Many of the species of fish and other aquatic life processors are hoping to label organic are grown on fish farms, or open ocean net pens, which critics insist are unhealthy not only for the seafood in question, but for consumers. According to the organization Food and Water Watch, "Fish wastes, excess food, fish escapes, antibiotics, and various chemicals from fish farms can all result in water pollution and harm surrounding habitats by poisoning wildlife and causing other disturbances."

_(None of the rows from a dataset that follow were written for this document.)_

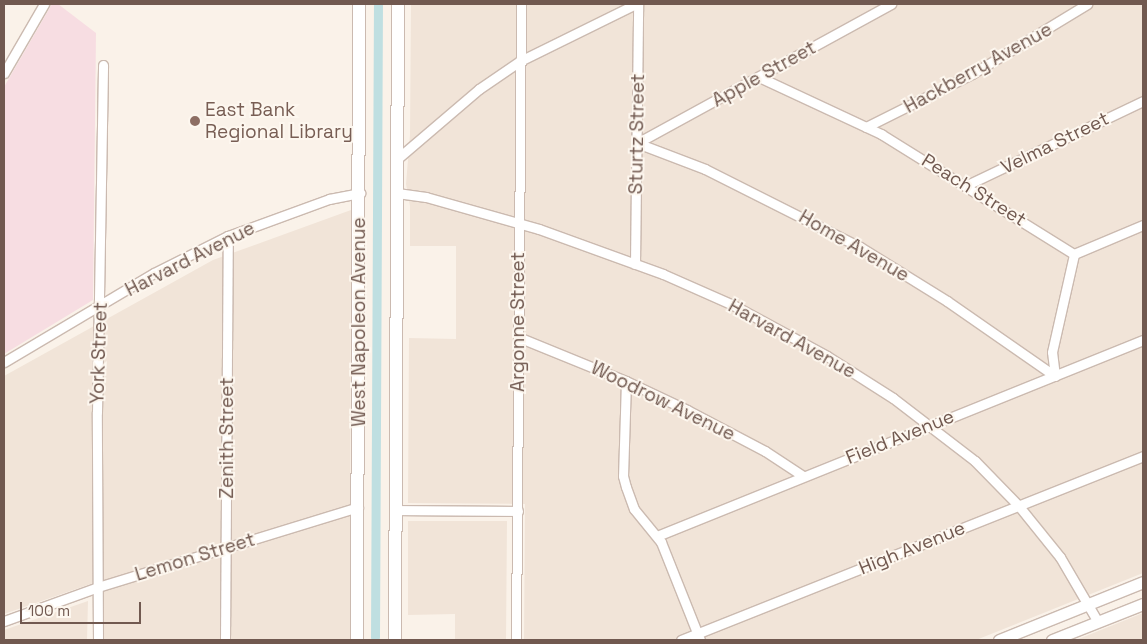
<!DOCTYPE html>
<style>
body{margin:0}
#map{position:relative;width:1147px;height:644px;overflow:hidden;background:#faf2e9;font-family:"Space Grotesk",sans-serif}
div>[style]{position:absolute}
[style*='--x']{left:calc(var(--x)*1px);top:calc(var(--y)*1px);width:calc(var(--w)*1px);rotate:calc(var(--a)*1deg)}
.residential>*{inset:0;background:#f1e4d8}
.medical>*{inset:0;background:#f7dde2}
.canal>*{height:9px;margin:-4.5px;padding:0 4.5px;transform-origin:4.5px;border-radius:4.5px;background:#bfdfe1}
.roads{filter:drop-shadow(1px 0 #cbbab0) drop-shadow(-1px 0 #cbbab0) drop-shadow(0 1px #cbbab0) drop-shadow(0 -1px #cbbab0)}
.minor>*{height:9px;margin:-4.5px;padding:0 4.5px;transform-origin:4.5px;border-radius:4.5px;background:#fff}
.tertiary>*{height:11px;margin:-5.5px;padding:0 5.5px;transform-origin:5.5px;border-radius:5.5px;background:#fff}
.secondary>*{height:12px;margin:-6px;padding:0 6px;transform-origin:6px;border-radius:6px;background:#fff}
.dots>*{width:14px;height:14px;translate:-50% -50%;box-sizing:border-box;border:2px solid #fdf7ef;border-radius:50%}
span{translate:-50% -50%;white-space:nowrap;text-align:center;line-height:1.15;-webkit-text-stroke:4px #fdf7ef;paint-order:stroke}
.street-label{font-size:19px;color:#715950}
.education-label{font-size:19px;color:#785e54}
.left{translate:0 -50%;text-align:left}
.frame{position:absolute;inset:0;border:5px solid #715950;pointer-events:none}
.scale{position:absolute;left:20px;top:602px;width:121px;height:22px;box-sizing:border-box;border:2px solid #715950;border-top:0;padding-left:6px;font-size:15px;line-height:18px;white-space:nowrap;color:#715950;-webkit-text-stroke:4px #fdf7ef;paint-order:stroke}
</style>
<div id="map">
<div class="residential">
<i style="clip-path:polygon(411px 4px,1143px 4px,1143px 573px,976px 640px,524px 640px,525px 504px,408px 503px,409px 338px,456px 339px,456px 246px,410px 246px,410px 206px,406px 184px,410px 135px)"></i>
<i style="clip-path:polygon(351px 210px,350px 640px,103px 640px,102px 580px,4px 614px,4px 376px,213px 260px)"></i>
<i style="clip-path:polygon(408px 521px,507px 521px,506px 640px,455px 640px,455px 614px,408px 615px)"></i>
<i style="clip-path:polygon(88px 601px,87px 640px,4px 640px,4px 630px)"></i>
<i style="clip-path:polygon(1143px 613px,1143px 640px,1076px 640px)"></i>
</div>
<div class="medical">
<i style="clip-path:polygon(52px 4px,58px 4px,96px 33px,93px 300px,4px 354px,4px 87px)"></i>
</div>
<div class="canal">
<i style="--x:375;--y:637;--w:633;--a:-89.73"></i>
</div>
<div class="roads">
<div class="minor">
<i style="--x:4;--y:73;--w:80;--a:-59.9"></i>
<i style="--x:759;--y:77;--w:135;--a:25"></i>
<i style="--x:881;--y:134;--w:227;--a:31.9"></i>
<i style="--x:866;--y:127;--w:119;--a:-26.6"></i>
<i style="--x:972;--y:74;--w:135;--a:-31.3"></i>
<i style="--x:637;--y:143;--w:73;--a:20.9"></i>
<i style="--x:705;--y:169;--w:174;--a:26.7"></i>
<i style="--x:860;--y:247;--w:102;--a:31.8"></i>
<i style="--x:947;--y:301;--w:131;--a:34.8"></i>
<i style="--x:637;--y:143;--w:290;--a:-28.7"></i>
<i style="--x:397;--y:159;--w:108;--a:-40.5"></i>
<i style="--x:479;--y:89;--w:50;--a:-34.3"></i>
<i style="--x:520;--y:61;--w:129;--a:-26.2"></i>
<i style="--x:967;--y:185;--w:195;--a:-25.5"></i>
<i style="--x:397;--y:193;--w:29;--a:8"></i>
<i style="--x:426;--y:197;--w:117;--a:15.8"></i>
<i style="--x:539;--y:229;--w:132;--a:19.9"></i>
<i style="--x:663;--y:274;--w:77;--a:23.9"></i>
<i style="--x:733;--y:305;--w:107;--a:28.5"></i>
<i style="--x:827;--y:356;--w:78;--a:32.5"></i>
<i style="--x:893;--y:398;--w:103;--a:37.5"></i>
<i style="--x:975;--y:461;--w:62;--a:45.7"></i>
<i style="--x:1018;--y:505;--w:67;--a:51.1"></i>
<i style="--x:1060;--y:557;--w:75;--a:59.7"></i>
<i style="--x:1074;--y:254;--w:75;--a:-22.8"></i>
<i style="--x:635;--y:264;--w:260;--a:-89.3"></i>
<i style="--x:518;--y:337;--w:117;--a:22.2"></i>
<i style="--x:626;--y:381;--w:68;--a:25.4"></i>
<i style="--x:687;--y:410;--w:88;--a:27.7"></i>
<i style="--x:765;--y:451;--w:45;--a:33.3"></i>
<i style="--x:4;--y:362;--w:174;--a:-30.7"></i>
<i style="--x:154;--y:273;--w:83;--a:-26.6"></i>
<i style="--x:228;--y:236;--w:108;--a:-20.1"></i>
<i style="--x:329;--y:199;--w:32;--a:-11"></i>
<i style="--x:1055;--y:376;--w:24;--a:-97"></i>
<i style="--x:1052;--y:352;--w:100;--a:-77.3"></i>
<i style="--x:626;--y:381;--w:95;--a:91.8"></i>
<i style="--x:623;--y:476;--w:11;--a:75"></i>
<i style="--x:626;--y:487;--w:23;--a:70"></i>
<i style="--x:634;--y:509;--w:43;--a:50.7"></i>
<i style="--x:661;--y:542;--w:105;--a:68.3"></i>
<i style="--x:395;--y:510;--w:123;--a:0.5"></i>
<i style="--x:657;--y:536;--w:524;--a:-21.96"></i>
<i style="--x:4;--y:621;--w:100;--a:-19.9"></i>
<i style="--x:98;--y:587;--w:272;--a:-17.1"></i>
<i style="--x:98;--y:640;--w:228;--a:-90.3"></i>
<i style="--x:97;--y:412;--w:347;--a:-89"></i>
<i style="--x:225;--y:640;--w:404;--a:-89.6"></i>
<i style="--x:516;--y:640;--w:636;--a:-89.55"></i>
<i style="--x:681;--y:640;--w:497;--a:-21.7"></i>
</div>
<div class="tertiary">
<i style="--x:999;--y:640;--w:155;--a:-21.9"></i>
<i style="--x:1052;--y:640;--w:98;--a:-21.6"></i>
</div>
<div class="secondary">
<i style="--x:357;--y:640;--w:636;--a:-89.82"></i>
<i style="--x:395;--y:640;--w:636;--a:-89.73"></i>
</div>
</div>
<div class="dots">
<i style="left:195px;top:121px;background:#8d6e63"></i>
</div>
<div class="street-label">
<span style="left:978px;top:68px;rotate:-29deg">Hackberry Avenue</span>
<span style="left:764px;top:74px;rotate:-29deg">Apple Street</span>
<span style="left:637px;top:134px;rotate:-89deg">Sturtz Street</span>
<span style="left:1055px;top:143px;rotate:-26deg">Velma Street</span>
<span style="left:974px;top:190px;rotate:32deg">Peach Street</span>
<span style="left:854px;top:246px;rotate:30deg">Home Avenue</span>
<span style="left:190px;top:259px;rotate:-27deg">Harvard Avenue</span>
<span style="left:359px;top:322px;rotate:-90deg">West Napoleon Avenue</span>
<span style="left:518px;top:322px;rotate:-90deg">Argonne Street</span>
<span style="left:792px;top:339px;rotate:29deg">Harvard Avenue</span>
<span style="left:99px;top:353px;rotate:-88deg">York Street</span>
<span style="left:663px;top:401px;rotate:26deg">Woodrow Avenue</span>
<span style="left:900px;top:437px;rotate:-22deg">Field Avenue</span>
<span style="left:227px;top:438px;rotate:-90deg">Zenith Street</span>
<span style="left:912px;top:548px;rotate:-22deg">High Avenue</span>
<span style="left:195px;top:557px;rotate:-17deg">Lemon Street</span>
</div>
<div class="education-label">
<span class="left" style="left:205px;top:121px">East Bank<br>Regional Library</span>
</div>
<div class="frame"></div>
<div class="scale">100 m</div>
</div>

Farmed fish grown in crowded conditions are vulnerable to disease, and many growers – like their landlubber counterparts – dish out high levels of antibiotics to keep them "healthy" although use of antibiotics has decreased. Farmed fish are also particularly vulnerable to parasites such as sea lice; wild fish swimming through areas with heavy concentrations of farmed fish are then exposed themselves to disease, wastes, and parasites from the farms. Some producers have even suggested using old off shore oil rigs as anchors for fish farms. It sounds like a nice way to reuse rigs, but the fish are quite possibly exposed to mercury or other wastes from the rigs. Environmentalists object to the idea on additional grounds: such use of oil rigs could very well give oil companies a free ticket to avoid the responsibility of dismantling the rigs once they're no longer in service.

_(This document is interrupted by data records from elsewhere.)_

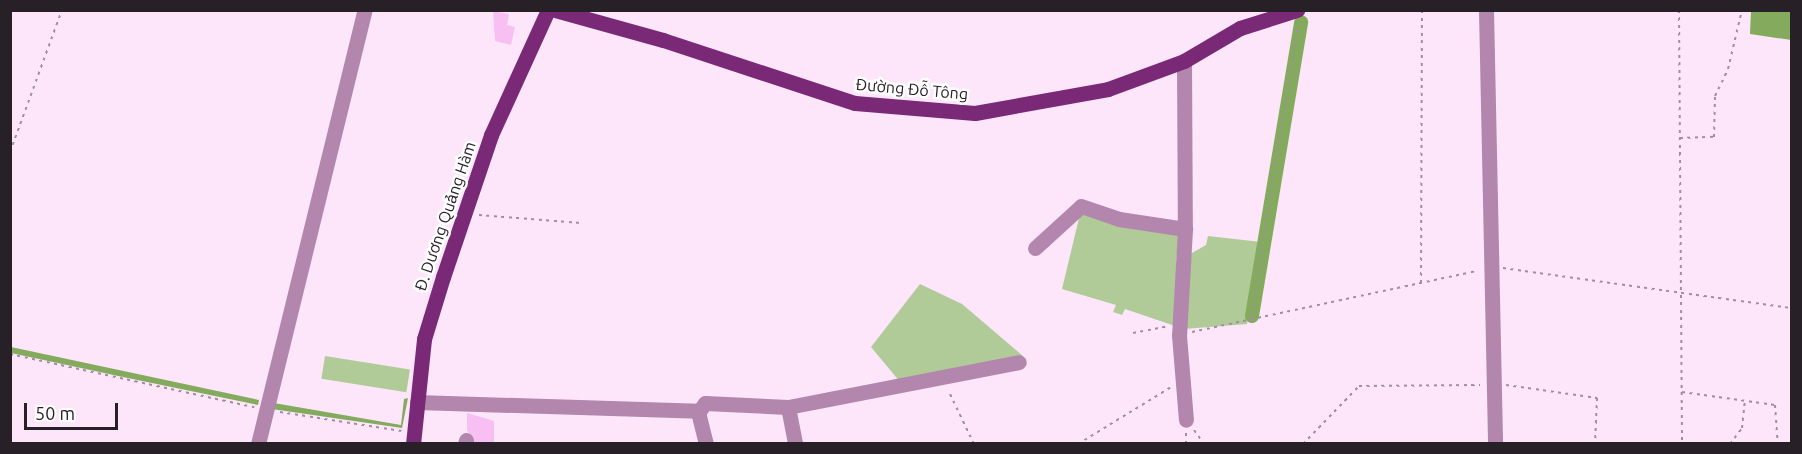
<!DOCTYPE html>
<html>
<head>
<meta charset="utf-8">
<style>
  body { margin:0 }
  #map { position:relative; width:1802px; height:454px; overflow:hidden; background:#fde6fa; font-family:Ubuntu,sans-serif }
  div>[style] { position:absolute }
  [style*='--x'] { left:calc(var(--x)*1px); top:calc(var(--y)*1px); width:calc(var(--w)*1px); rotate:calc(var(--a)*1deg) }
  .green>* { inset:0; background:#b0cb98; transform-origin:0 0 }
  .water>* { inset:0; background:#84aa5d }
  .canal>* { height:14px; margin:-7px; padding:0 7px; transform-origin:7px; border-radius:7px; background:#84aa5d }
  .building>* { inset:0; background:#f8c0f2 }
  .path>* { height:2px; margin-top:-1px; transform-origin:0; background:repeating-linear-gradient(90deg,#9f8f9d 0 3px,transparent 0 7.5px) }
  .minor>* { height:15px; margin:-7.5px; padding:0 7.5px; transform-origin:7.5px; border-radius:7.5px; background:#b386ae }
  .major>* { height:15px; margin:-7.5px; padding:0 7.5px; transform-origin:7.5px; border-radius:7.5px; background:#7a2976 }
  span { translate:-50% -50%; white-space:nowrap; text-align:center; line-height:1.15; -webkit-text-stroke:5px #fff; paint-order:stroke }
  .street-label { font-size:16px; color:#282027 }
  .frame { position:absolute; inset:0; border:12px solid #282027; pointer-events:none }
  .scale { position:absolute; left:24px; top:403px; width:94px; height:27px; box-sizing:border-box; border:3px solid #282027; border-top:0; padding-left:8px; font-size:18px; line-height:21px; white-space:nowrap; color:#282027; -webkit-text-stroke:4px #fff; paint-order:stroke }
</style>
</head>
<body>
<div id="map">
  <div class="green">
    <i style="clip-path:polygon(1080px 214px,1179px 235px,1176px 262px,1206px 245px,1208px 236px,1261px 242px,1247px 324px,1184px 329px,1125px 309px,1122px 315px,1113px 312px,1116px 305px,1062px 289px)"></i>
    <i style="clip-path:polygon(920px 284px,962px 304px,1023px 356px,906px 389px,871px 347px)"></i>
    <i style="left:325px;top:356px;width:86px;height:23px;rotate:9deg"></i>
  </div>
  <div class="water">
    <i style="clip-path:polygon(1751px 11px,1791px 11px,1791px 40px,1750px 34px)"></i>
    <i style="clip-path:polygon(11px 347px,259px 400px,258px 405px,123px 377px,11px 353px)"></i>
    <i style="clip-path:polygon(408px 398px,402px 428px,272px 409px,274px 403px,401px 425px,404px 399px)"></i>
  </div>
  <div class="canal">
    <i style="--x:1252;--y:316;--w:298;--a:-80.5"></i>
  </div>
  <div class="building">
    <i style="clip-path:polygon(493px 11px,509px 14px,507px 25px,515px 27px,511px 45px,495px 41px)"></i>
    <i style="clip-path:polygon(467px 413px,494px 421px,494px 444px,475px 444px,467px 430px)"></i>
  </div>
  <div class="path">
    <i style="--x:1679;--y:10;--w:434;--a:89.6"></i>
    <i style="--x:1680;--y:138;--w:34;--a:-2"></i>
    <i style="--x:1714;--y:137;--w:41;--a:-88.6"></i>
    <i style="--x:1715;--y:96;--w:30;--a:-64"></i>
    <i style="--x:1728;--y:69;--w:61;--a:-76.7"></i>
    <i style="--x:10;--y:152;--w:151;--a:-69.9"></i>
    <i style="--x:479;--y:215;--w:102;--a:4.5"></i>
    <i style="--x:1503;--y:268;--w:292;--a:7.9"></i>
    <i style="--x:1421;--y:283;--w:273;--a:-89.8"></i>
    <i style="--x:1250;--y:321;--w:300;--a:-80.8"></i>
    <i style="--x:1192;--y:332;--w:291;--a:-12.1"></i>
    <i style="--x:1133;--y:333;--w:33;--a:-11"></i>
    <i style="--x:10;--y:354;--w:250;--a:12.3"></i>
    <i style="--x:1506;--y:385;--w:92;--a:8.1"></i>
    <i style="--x:1597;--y:398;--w:46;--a:92.5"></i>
    <i style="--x:1682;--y:392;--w:94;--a:8"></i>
    <i style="--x:1775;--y:405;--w:39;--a:86"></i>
    <i style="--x:950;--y:394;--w:55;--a:64.4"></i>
    <i style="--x:280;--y:412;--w:123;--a:8.9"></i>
    <i style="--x:1194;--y:430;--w:17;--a:54"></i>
    <i style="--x:1078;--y:444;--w:109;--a:-31.5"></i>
    <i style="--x:1186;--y:444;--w:12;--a:-90"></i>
    <i style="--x:1303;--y:444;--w:81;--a:-46"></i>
    <i style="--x:1359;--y:386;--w:121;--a:-0.5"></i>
    <i style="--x:1730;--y:444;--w:20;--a:-53"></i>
    <i style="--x:1742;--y:428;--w:27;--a:-84"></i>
  </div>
  <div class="minor">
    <i style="--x:1486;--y:10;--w:434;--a:88.8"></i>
    <i style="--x:1184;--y:61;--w:168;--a:89.7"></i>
    <i style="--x:1185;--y:229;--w:106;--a:93.2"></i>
    <i style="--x:1179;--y:335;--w:85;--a:85.3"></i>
    <i style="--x:1035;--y:248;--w:62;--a:-42.4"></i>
    <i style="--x:1081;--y:206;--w:40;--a:18.9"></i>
    <i style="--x:1119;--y:219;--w:67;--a:8.6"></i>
    <i style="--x:417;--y:402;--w:281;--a:1.8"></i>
    <i style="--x:788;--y:407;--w:38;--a:79"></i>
    <i style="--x:258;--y:444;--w:447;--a:-76.2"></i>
    <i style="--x:465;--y:444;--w:4;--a:-76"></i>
    <i style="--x:706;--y:444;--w:32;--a:-104"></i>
    <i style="--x:698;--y:413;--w:12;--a:-55"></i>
    <i style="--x:705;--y:403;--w:83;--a:2.8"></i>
    <i style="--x:788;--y:407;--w:235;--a:-11"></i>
  </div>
  <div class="major">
    <i style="--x:555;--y:10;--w:112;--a:15.5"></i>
    <i style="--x:663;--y:40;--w:202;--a:18.2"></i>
    <i style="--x:855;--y:103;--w:120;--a:4.8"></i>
    <i style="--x:975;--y:113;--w:135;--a:-10.2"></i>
    <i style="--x:1108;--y:89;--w:81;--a:-20.2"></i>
    <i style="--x:1184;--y:61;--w:65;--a:-30.5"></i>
    <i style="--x:1240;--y:28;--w:60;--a:-17.5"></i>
    <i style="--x:413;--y:444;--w:106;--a:-84"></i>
    <i style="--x:424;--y:339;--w:65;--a:-73"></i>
    <i style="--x:443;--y:277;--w:150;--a:-71.3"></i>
    <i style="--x:491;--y:135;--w:137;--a:-65.5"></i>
  </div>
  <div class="street-label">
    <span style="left:912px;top:89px;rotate:5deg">Đường Đỗ Tông</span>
    <span style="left:445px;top:216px;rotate:-71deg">Đ. Dương Quảng Hàm</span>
  </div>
  <div class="frame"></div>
  <div class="scale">50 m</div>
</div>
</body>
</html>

Next week, the National Organics Standards Board is meeting to discuss standards for organic fish. Consumer groups are very concerned about the proposals which would allow the use of wild fish as food for farmed fish. As the recommendations from the NOSB Proposed Organic Aquaculture Standards suggests:
To ensure that diets are nutritionally complete at the inception of USDA certified organic aquaculture, the NOSB proposes that the carcasses, viscera, and trimmings from wildcaught fish be allowed to provide for fish meal and fish oil in a limited, prescribed fashion. This will allow the nascent USDA certified organic aquaculture industry the needed time to establish a critical mass of basic feed resources for itself. OFPA Section 2107(c)(1) supports this.
Consumers Union, the consumer watchdog group that publishes Consumer Reports, replied rather incredulously, "The board recommends that fish can be labeled 'organic' even if they've been fed wild fish, which come from polluted environments and are high in mercury and PCBs. Potentially toxic organic fish? That defeats the whole purpose."